* [Provided records]:
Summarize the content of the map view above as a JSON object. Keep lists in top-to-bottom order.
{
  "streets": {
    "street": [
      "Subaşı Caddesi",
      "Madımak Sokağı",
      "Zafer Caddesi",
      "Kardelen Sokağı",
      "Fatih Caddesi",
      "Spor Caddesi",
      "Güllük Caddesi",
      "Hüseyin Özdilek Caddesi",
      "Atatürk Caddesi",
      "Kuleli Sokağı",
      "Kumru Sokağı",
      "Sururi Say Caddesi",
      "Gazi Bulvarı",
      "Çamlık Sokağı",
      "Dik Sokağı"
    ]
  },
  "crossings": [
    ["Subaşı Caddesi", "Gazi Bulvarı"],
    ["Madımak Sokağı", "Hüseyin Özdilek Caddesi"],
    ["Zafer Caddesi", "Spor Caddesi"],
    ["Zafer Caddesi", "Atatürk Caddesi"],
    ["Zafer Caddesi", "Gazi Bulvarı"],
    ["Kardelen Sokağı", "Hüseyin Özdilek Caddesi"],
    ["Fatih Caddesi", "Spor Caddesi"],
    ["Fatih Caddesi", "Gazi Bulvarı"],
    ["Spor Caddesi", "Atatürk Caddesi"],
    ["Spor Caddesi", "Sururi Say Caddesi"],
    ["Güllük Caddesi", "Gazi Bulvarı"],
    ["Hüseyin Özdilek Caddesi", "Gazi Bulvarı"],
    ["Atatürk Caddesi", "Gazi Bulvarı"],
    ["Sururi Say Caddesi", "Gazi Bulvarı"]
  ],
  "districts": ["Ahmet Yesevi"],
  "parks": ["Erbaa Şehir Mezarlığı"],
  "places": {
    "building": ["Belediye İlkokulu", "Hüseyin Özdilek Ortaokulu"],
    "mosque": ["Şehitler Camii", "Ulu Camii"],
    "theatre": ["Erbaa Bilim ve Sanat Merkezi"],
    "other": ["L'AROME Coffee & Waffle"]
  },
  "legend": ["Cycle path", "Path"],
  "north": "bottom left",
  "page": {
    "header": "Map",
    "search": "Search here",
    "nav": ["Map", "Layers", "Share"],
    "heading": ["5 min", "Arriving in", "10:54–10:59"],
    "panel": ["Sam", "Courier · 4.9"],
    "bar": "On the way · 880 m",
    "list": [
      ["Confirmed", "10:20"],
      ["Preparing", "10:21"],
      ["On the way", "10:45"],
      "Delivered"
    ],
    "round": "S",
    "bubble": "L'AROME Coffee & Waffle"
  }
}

* [What the exercise asks]: For every record above, print an exact copy.

* [Solution]:
Summarize the content of the map view above as a JSON object. Keep lists in top-to-bottom order.
{
  "streets": {
    "street": [
      "Subaşı Caddesi",
      "Madımak Sokağı",
      "Zafer Caddesi",
      "Kardelen Sokağı",
      "Fatih Caddesi",
      "Spor Caddesi",
      "Güllük Caddesi",
      "Hüseyin Özdilek Caddesi",
      "Atatürk Caddesi",
      "Kuleli Sokağı",
      "Kumru Sokağı",
      "Sururi Say Caddesi",
      "Gazi Bulvarı",
      "Çamlık Sokağı",
      "Dik Sokağı"
    ]
  },
  "crossings": [
    ["Subaşı Caddesi", "Gazi Bulvarı"],
    ["Madımak Sokağı", "Hüseyin Özdilek Caddesi"],
    ["Zafer Caddesi", "Spor Caddesi"],
    ["Zafer Caddesi", "Atatürk Caddesi"],
    ["Zafer Caddesi", "Gazi Bulvarı"],
    ["Kardelen Sokağı", "Hüseyin Özdilek Caddesi"],
    ["Fatih Caddesi", "Spor Caddesi"],
    ["Fatih Caddesi", "Gazi Bulvarı"],
    ["Spor Caddesi", "Atatürk Caddesi"],
    ["Spor Caddesi", "Sururi Say Caddesi"],
    ["Güllük Caddesi", "Gazi Bulvarı"],
    ["Hüseyin Özdilek Caddesi", "Gazi Bulvarı"],
    ["Atatürk Caddesi", "Gazi Bulvarı"],
    ["Sururi Say Caddesi", "Gazi Bulvarı"]
  ],
  "districts": ["Ahmet Yesevi"],
  "parks": ["Erbaa Şehir Mezarlığı"],
  "places": {
    "building": ["Belediye İlkokulu", "Hüseyin Özdilek Ortaokulu"],
    "mosque": ["Şehitler Camii", "Ulu Camii"],
    "theatre": ["Erbaa Bilim ve Sanat Merkezi"],
    "other": ["L'AROME Coffee & Waffle"]
  },
  "legend": ["Cycle path", "Path"],
  "north": "bottom left",
  "page": {
    "header": "Map",
    "search": "Search here",
    "nav": ["Map", "Layers", "Share"],
    "heading": ["5 min", "Arriving in", "10:54–10:59"],
    "panel": ["Sam", "Courier · 4.9"],
    "bar": "On the way · 880 m",
    "list": [
      ["Confirmed", "10:20"],
      ["Preparing", "10:21"],
      ["On the way", "10:45"],
      "Delivered"
    ],
    "round": "S",
    "bubble": "L'AROME Coffee & Waffle"
  }
}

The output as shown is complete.